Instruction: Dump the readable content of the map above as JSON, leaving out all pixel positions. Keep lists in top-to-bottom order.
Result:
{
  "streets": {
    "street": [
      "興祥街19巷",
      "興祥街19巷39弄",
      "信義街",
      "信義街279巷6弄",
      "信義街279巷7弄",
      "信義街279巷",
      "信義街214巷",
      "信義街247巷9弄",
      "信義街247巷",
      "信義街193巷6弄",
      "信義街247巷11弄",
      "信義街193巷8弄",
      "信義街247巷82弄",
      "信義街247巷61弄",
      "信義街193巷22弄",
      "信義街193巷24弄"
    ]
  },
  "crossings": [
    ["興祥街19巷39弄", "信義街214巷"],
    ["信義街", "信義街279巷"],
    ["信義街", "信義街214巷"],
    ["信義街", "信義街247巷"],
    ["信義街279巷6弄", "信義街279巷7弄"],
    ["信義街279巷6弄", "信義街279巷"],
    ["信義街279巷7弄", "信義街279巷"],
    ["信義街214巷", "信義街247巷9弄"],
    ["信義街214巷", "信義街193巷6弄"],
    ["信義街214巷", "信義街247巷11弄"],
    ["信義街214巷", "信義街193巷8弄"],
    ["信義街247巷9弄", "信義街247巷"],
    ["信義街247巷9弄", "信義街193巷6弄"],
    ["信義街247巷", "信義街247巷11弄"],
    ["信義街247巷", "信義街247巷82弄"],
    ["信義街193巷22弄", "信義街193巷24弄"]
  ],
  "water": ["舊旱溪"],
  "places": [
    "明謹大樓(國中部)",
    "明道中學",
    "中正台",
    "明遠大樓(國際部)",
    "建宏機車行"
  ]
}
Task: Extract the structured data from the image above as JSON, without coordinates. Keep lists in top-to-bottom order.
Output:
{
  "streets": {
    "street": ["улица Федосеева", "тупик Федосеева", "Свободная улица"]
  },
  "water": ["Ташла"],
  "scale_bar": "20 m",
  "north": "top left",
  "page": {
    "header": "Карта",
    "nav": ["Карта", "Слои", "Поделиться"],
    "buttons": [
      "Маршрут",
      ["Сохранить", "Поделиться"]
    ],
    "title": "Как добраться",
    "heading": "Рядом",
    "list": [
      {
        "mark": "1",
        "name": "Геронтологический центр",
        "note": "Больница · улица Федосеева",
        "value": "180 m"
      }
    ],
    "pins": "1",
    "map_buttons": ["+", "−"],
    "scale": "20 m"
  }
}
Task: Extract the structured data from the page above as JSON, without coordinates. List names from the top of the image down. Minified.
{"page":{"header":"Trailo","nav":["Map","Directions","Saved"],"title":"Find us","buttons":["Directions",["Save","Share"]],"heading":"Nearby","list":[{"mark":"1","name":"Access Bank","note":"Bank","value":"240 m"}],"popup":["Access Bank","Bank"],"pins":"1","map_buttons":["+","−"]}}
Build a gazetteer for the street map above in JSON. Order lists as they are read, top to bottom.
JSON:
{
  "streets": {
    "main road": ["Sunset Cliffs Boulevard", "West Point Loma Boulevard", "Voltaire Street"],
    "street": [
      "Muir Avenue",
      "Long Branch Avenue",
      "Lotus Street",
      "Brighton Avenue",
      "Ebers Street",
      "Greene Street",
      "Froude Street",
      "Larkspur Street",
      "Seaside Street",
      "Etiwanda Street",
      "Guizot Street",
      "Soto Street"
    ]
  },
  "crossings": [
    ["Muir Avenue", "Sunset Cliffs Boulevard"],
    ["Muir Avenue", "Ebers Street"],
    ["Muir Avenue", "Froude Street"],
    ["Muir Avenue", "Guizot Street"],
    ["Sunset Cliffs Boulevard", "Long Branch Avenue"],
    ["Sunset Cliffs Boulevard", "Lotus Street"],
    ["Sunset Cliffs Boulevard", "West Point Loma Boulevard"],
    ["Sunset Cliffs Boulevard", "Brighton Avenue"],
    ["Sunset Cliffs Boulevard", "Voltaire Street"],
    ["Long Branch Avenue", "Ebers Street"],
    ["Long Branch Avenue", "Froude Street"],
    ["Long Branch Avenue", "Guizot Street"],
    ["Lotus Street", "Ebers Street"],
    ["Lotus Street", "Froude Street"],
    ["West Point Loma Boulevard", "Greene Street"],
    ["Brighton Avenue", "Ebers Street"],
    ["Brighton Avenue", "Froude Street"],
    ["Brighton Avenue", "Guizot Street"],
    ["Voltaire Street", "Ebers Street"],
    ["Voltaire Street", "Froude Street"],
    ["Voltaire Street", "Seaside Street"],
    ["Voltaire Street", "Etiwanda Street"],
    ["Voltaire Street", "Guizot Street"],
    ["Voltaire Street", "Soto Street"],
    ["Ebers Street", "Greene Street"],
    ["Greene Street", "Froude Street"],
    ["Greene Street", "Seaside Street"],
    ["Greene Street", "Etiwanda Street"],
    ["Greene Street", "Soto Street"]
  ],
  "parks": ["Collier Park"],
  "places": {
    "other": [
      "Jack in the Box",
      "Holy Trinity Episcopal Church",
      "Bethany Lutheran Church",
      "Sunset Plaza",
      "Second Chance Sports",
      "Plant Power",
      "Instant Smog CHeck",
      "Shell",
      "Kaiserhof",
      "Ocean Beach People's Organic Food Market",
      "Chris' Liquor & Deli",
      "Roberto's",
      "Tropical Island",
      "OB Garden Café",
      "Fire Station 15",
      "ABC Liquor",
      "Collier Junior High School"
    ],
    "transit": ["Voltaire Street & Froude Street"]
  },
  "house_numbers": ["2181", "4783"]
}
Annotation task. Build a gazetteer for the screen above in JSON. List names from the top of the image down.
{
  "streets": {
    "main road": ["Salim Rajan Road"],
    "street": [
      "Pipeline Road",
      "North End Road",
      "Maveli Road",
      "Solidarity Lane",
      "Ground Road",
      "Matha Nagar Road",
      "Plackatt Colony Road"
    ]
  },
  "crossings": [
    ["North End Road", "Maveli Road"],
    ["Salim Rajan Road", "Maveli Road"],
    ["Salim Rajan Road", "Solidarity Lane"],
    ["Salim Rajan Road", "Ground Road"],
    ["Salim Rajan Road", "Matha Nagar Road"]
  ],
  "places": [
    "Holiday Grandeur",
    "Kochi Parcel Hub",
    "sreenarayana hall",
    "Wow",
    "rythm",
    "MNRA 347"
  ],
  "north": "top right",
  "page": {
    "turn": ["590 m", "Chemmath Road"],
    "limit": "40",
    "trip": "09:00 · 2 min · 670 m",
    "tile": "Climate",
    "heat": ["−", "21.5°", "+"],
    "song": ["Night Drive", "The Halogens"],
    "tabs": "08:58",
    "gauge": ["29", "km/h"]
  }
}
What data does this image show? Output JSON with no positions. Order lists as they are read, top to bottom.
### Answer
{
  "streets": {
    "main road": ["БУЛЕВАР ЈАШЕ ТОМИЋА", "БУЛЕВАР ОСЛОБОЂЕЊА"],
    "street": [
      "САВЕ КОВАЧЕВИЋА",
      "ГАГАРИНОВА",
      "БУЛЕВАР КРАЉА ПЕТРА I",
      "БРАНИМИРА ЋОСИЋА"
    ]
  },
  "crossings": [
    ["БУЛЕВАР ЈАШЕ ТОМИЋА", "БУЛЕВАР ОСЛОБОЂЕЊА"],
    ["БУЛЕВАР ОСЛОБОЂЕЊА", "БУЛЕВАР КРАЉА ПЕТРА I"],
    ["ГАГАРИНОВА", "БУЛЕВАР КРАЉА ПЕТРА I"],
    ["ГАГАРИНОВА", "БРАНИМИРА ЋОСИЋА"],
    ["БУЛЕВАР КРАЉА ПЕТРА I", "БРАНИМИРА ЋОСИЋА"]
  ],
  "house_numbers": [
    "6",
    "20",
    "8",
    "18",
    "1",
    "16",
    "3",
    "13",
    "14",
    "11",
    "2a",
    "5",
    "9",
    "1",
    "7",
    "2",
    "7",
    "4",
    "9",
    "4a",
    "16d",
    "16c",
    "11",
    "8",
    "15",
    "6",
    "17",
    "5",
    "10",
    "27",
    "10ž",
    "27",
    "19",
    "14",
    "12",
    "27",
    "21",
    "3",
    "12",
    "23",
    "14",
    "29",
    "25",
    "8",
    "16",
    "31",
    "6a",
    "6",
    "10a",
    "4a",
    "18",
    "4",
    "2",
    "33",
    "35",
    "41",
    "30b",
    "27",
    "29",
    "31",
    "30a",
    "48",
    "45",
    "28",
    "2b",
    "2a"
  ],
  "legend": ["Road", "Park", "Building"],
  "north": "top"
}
——
◆ Work required
Copy every line in the records above that contains the word "names".

◆ Task result
Task: Extract the structured data from the page above as JSON, without coordinates. List names from the top of the image down. Minified.
Annotation task. Build a gazetteer for the screen above in JSON. List names from the top of the image down.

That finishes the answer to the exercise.